Further the fees to be paid for the Techno Economic
Viability (TEV) study has also been left for the bank concerned to decide. An
ailing enterprise may find it difficult to pay for it unless it comes as an
interest-free loan repayable as part of the restructured loan installments.
Treatment of dues to the government by way of taxes, cess
and duties require coordination with the state governments. This is obviously
left for the Board appointed committee to decide.
The Boards are expected to appoint such committee by June
2016 and the Indian Banks’ Association (IBA) to roll out the needed application
forms in the next few weeks. Hopefully, the banks would see the intent of the
RBI in expeditious processes in sanitizing the sector.

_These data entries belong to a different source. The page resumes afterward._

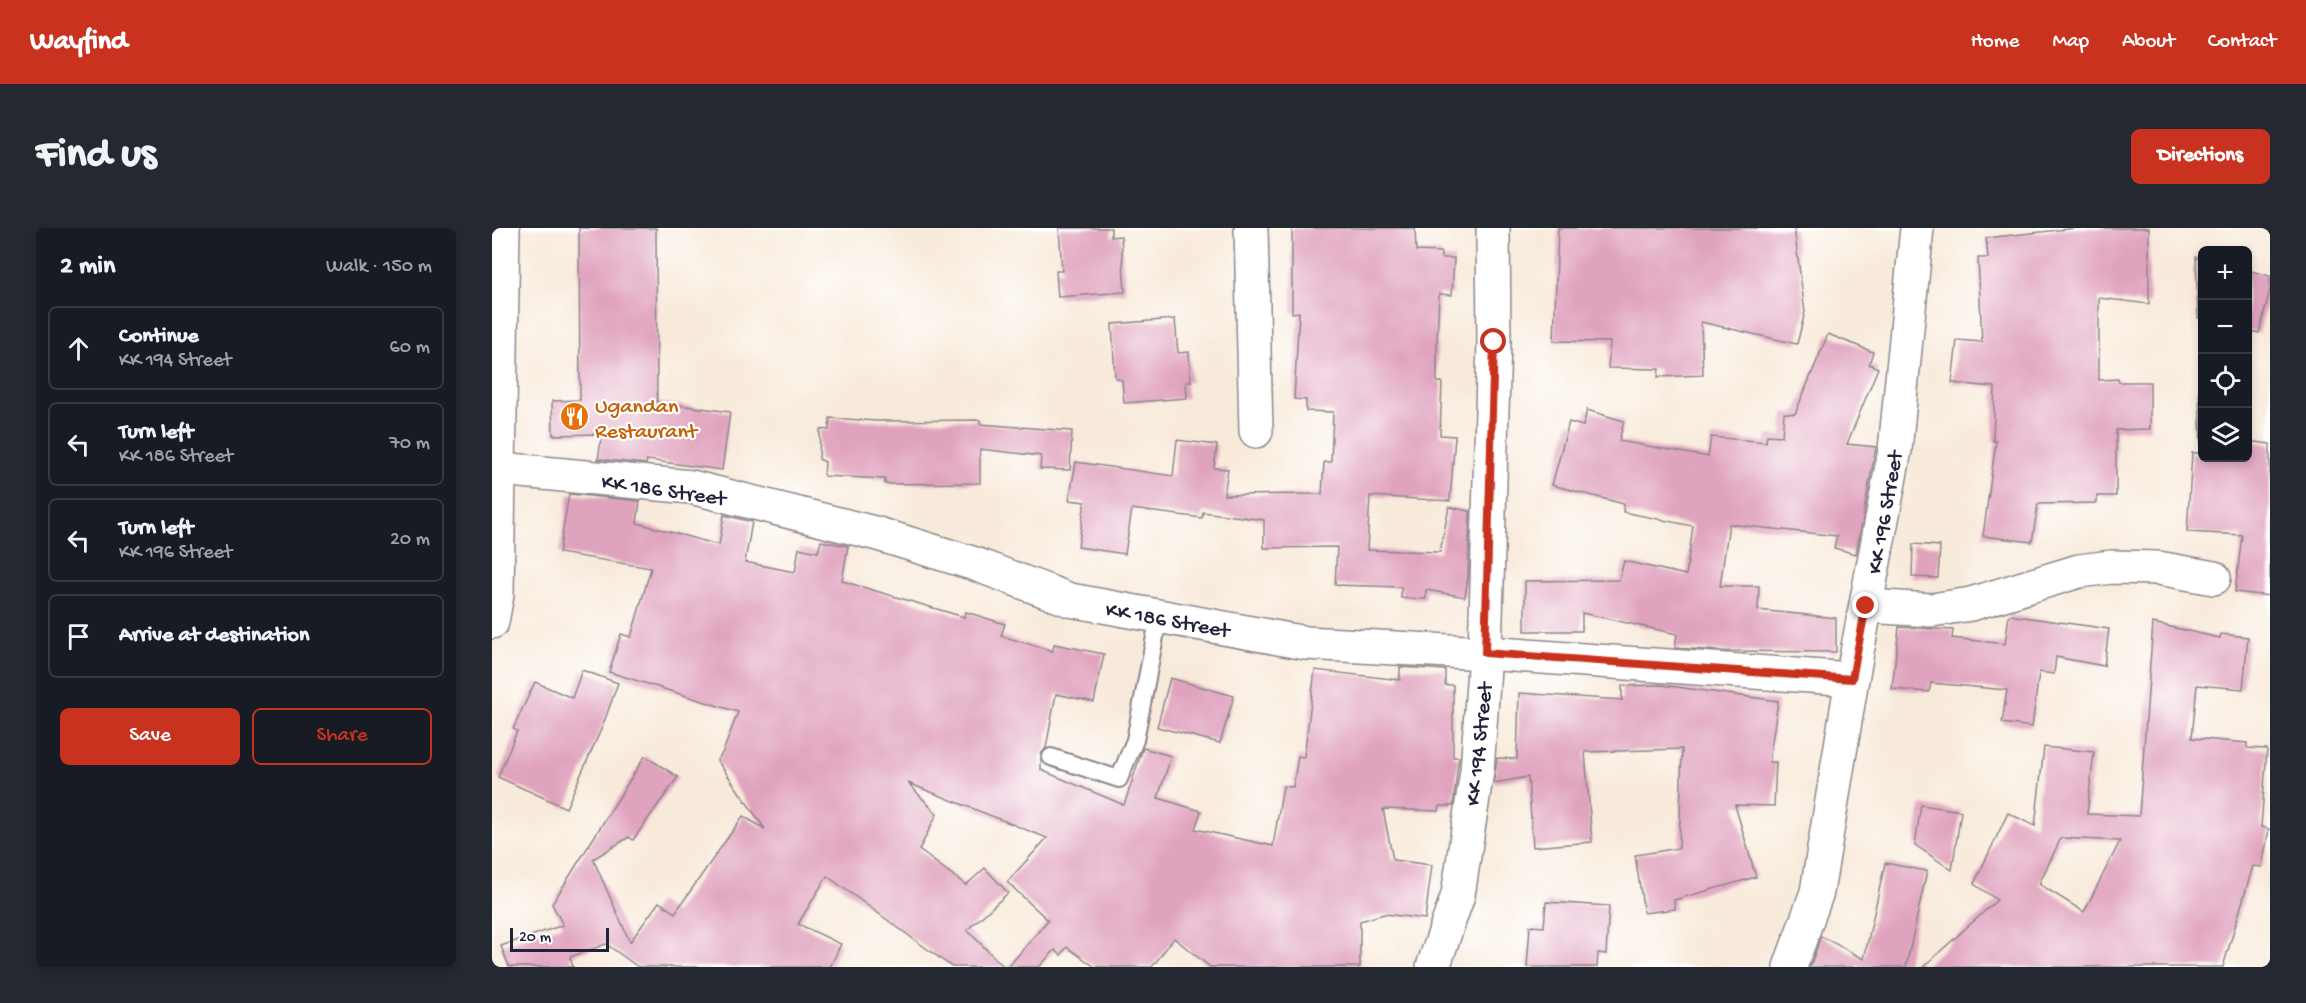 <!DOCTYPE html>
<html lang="en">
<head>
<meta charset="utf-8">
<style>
  body { margin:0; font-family:"Gochi Hand",sans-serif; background:#242831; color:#f1f3f6 }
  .controls { position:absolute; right:18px; top:18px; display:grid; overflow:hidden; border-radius:9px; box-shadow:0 3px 9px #0003 }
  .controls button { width:54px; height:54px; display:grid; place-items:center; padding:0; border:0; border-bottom:2px solid #363941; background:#171b24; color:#f1f3f6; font:30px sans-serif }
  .scale { position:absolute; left:18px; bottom:15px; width:99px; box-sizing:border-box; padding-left:6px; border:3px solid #22223b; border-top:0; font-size:16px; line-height:21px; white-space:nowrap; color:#22223b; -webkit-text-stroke:4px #fff; paint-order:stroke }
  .stop { position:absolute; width:18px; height:18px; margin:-14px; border:4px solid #c8321e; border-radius:50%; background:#fff }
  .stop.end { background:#c8321e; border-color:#fff; box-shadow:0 2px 6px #0008 }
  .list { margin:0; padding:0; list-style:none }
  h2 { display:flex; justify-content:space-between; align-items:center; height:78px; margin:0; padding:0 24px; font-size:26px }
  h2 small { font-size:20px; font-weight:400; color:#9ea1a6 }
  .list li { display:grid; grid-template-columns:39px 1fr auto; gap:18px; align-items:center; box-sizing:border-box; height:84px; margin:0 12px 12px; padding:0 12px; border:2px solid #363941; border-radius:9px }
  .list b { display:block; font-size:22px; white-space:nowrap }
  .list p { margin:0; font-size:20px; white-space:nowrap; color:#9ea1a6 }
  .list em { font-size:20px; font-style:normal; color:#9ea1a6 }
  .actions { display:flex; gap:12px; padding:18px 24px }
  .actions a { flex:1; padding:14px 0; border:2px solid #c8321e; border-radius:9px; text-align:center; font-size:21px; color:#c8321e }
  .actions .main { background:#c8321e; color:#fff }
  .icon { flex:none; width:33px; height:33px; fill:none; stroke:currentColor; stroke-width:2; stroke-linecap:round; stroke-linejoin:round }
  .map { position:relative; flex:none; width:1778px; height:739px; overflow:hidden; border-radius:9px }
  header { display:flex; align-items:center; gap:36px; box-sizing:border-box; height:84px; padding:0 30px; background:#c8321e; color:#fff }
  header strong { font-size:28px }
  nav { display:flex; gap:33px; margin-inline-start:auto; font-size:21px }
  .intro { display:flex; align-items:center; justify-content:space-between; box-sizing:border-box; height:144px; padding:0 36px }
  h1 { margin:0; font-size:42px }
  .button { padding:15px 27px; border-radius:9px; background:#c8321e; color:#fff; font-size:21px; font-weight:700 }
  main { display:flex; gap:36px; padding:0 36px }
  aside { flex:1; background:#171b24; border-radius:9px; box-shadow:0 3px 9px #0003 }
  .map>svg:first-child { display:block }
</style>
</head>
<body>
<header>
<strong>Wayfind</strong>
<nav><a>Home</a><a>Map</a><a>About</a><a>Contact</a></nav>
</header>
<div class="intro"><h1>Find us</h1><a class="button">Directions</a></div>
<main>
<aside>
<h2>2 min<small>Walk · 150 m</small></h2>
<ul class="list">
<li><svg class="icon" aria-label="ahead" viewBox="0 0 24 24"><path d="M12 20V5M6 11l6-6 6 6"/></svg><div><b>Continue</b><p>KK 194 Street</p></div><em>60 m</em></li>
<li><svg class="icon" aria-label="left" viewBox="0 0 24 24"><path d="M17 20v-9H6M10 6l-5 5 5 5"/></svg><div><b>Turn left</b><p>KK 186 Street</p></div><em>70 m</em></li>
<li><svg class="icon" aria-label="left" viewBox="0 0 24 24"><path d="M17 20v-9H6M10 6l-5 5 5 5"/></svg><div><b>Turn left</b><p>KK 196 Street</p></div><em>20 m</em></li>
<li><svg class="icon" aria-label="arrive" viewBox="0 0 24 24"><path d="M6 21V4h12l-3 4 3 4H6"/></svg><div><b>Arrive at destination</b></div></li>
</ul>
<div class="actions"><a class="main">Save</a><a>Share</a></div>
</aside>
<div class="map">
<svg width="1778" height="739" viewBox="0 0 1778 739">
  <rect width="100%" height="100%" fill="#fff"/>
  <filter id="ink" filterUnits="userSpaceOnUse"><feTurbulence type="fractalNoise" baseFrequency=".0167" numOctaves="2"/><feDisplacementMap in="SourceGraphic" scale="12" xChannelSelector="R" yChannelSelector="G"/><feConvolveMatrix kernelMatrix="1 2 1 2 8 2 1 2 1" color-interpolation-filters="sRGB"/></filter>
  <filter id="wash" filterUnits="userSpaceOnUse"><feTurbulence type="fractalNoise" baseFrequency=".008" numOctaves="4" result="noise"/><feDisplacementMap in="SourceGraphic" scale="24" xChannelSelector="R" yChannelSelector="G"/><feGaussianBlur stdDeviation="1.35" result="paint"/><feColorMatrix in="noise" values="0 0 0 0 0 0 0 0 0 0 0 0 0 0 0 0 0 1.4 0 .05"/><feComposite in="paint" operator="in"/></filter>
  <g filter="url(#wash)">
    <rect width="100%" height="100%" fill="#f8eada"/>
    <g id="blocks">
      <g fill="#e0a3be" fill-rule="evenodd">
        <polygon points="87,0 164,0 165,174 238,184 230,242 155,232 154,236 106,231 110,206 61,207 60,173 88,172"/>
        <polygon points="567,0 619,0 619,9 629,8 633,64 566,69 564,43 570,43"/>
        <polygon points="800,0 923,0 924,23 949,24 949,30 962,30 960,67 947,66 945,114 945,154 950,154 948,207 963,208 958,273 878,268 875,322 948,324 957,279 978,283 976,349 973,369 934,362 934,371 909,370 909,359 843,357 845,319 772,320 772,292 711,284 710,290 640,281 633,326 586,319 593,274 577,272 584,234 681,248 685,212 725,217 722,240 736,241 732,267 830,266 832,234 839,234 841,184 814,183 814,172 802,171 807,84 800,85"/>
        <polygon points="1066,0 1302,0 1313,84 1305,116 1209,94 1211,147 1166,149 1167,141 1116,140 1118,114 1062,113"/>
        <polygon points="1585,0 1657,0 1657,76 1607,70 1607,152 1626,151 1627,154 1658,154 1658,201 1624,202 1624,268 1605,268 1605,275 1546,276 1540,314 1491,308 1504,213 1501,213 1503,159 1460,155 1465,112 1490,114 1486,30 1496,30 1494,10"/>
        <polygon points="1704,29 1710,31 1710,91 1706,90"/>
        <polygon points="1755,42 1778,48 1778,62 1767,105 1755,102"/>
        <polygon points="683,91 686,125 697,124 699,154 694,154 695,170 632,175 630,152 623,150 620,96"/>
        <polygon points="1336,106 1381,124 1377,136 1386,140 1355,216 1384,219 1364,326 1342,320 1345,308 1237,296 1228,358 1267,358 1266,382 1344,390 1344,424 1229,423 1183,420 1185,406 1090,385 1090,403 1033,403 1033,353 1127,352 1132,333 1194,347 1201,298 1131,284 1132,276 1060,257 1077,194 1091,198 1095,182 1132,193 1127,213 1216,229 1219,209 1274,214 1275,207 1290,208 1292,185 1303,186"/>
        <polygon points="1707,161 1710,161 1710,230 1755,230 1755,172 1756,213 1778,216 1778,368 1743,364 1750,307 1695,304 1700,225 1709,225"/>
        <polygon points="338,190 385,193 488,192 488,196 580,203 578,242 548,241 549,228 488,221 488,255 393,256 393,251 332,248 333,234 327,231 328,201 337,202"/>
        <polygon points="77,266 148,273 145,295 227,317 232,287 260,294 253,334 303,344 307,320 326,324 329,313 356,318 350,353 472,389 474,384 513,396 509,408 561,423 562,416 612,426 602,474 564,466 554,520 549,526 549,542 632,577 651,520 679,528 666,570 709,583 703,601 781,618 791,558 801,559 806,528 812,529 823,442 908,452 908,439 953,442 953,457 961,457 961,529 967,529 961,578 948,578 947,583 891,581 901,632 940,637 933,691 892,686 868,693 868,739 718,739 682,710 660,739 603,739 575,719 569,727 563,722 547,739 516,739 556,692 515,654 555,610 416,555 445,586 427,622 474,657 493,640 516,665 475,702 512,739 460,739 335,648 306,696 349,716 338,739 146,739 114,716 78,729 81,739 17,739 9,718 71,697 60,676 153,528 186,549 141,612 137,609 101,631 138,714 167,674 183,685 251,588 273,601 225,532 231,524 246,484 117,444 129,406 139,409 159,340 67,325"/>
        <polygon points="1421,316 1448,318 1446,350 1420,349"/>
        <polygon points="1517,387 1617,401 1612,438 1564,429 1562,446 1547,444 1540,499 1510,495 1515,462 1439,455 1437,464 1400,461 1407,399 1461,402 1460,410 1513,416"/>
        <path d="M1661,395L1728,410L1729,406L1756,409L1751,461L1705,457L1700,510L1755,515V520L1775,521L1769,599L1777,601L1770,639L1761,638L1731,739H1431L1505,672L1482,656L1516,585L1543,598L1552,519L1602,524L1595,586L1647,588ZM1569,610L1628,613L1592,684L1547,656Z"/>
        <polygon points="90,442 126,455 111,497 74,580 6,549 25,503 21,501 43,454 80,470"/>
        <polygon points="678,450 742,468 728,515 665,499"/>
        <polygon points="1170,457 1286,473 1277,534 1284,534 1282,578 1243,577 1264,649 1182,672 1183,681 1152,685 1143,627 1187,620 1190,521 1093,524 1100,614 1041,619 1036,549 1002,555 1005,530 1025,531 1027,465 1130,472 1130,458"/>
        <polygon points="1429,577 1469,583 1460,642 1423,617"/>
        <polygon points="1393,635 1435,643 1414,739 1318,739 1329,708 1372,731"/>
        <polygon points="1054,674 1117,678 1114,726 1106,725 1105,739 1035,739 1038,698 1052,699"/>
      </g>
    </g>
  </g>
  <g filter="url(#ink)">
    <use href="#blocks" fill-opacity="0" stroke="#8d868a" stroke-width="1.5"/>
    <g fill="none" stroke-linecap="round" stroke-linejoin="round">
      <defs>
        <polyline id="lane" points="559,529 627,551 643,512 667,388"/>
        <g id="street">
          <polyline points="759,0 764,203"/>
          <polyline points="8,241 199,259 386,306 483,336 578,372 814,415 993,425 1360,451"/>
          <polyline points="1374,378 1440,382 1479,376 1587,343 1620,339 1666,340 1722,350"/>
          <polyline points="941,739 966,667 985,543 993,425 1002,114 1001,0"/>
          <polyline points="1298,739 1325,664 1360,451 1403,222 1425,0"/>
        </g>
        <polyline id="highway" points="0,394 5,366 11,0"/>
      </defs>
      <use href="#lane" stroke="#8d868a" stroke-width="20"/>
      <use href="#street" stroke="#8d868a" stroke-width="36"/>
      <use href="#highway" stroke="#8d868a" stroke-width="36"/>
      <use href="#lane" stroke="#fff" stroke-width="16"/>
      <use href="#street" stroke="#fff" stroke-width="33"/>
      <use href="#highway" stroke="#fff" stroke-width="33"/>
    </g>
  </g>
  <g fill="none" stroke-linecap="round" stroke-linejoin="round" filter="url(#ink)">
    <polyline stroke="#c8321e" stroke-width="8" points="1002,114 993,425 1360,451 1374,378"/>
  </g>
  <defs>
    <symbol id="restaurant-disc" viewBox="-11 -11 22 22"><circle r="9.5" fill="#e8710a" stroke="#fff"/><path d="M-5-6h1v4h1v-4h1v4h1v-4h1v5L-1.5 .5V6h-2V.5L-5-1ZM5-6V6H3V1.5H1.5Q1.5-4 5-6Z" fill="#fff"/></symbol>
  </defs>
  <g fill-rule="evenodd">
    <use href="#restaurant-disc" x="66" y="172" width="33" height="33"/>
  </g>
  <g text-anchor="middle" stroke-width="4.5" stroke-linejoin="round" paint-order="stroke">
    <g font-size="22" fill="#c56008" stroke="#fff" text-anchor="start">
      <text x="103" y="184">Ugandan<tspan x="103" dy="25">Restaurant</tspan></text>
    </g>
    <g font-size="22" fill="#22223b" stroke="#fff">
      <text transform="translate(172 260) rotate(8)" y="8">KK 186 Street</text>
      <text transform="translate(1391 284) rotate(-80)" y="8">KK 196 Street</text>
      <text transform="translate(676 390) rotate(10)" y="8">KK 186 Street</text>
      <text transform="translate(985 516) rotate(-84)" y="8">KK 194 Street</text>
    </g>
  </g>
</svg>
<div class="controls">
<button>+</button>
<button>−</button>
<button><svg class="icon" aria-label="locate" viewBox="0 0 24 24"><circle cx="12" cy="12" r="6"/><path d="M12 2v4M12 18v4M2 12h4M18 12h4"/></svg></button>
<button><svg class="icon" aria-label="layers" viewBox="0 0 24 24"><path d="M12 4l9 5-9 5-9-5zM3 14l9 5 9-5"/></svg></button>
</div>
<div class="scale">20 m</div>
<div class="stop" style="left:1002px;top:114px"></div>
<div class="stop end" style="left:1374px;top:378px"></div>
</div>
</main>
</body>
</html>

The most admirable part of the current instruction is the
review mechanism highlighted in the annexure that provides opportunity for the
aggrieved enterprise to revisit the recovery proceedings for any required correction.
About 14% of the total manufacturing sector credit is
reported for the MSEs while 5.9% of the MSE credit has been declared as NPA.
Banks mostly cover all the government sponsored accounts, most of which are in
the services sector and transport sector under the CGTMSE. There is no
information as to how many and how much of the manufacturing MSEs are covered
under the CGTMSE and the amount covered under collateral securities. Banks
proceeding against the collateral securities under the Securitisation and
Reconstruction of Financial Assets and Enforcement of Security Interest
(SARFAESI) Act seek 10% deposit from the bidders and this acts as a major
deterrent for the bidders. The result is that most such bids exhaust all the
three chances without bids. The whole process takes three months. The Banks
thereafter start exploring other means of recovery or rehabilitation. There are
quite a few cases where the banks scaled down the debt or agreed to
rehabilitate the unit that was considered unviable three months ago. The new
instructions would provide better opportunity for the units confident of
revival to press their case without having to wait for the aforementioned
rigmarole.
In the light of these instructions the role and relevance
of the State Level Inter-Institutional Committee (SLIIC) needs review by the
RBI. The disease is not cured by not naming the medicine but by administering
it in right time. Treating obesity and anorexia with the same medicine.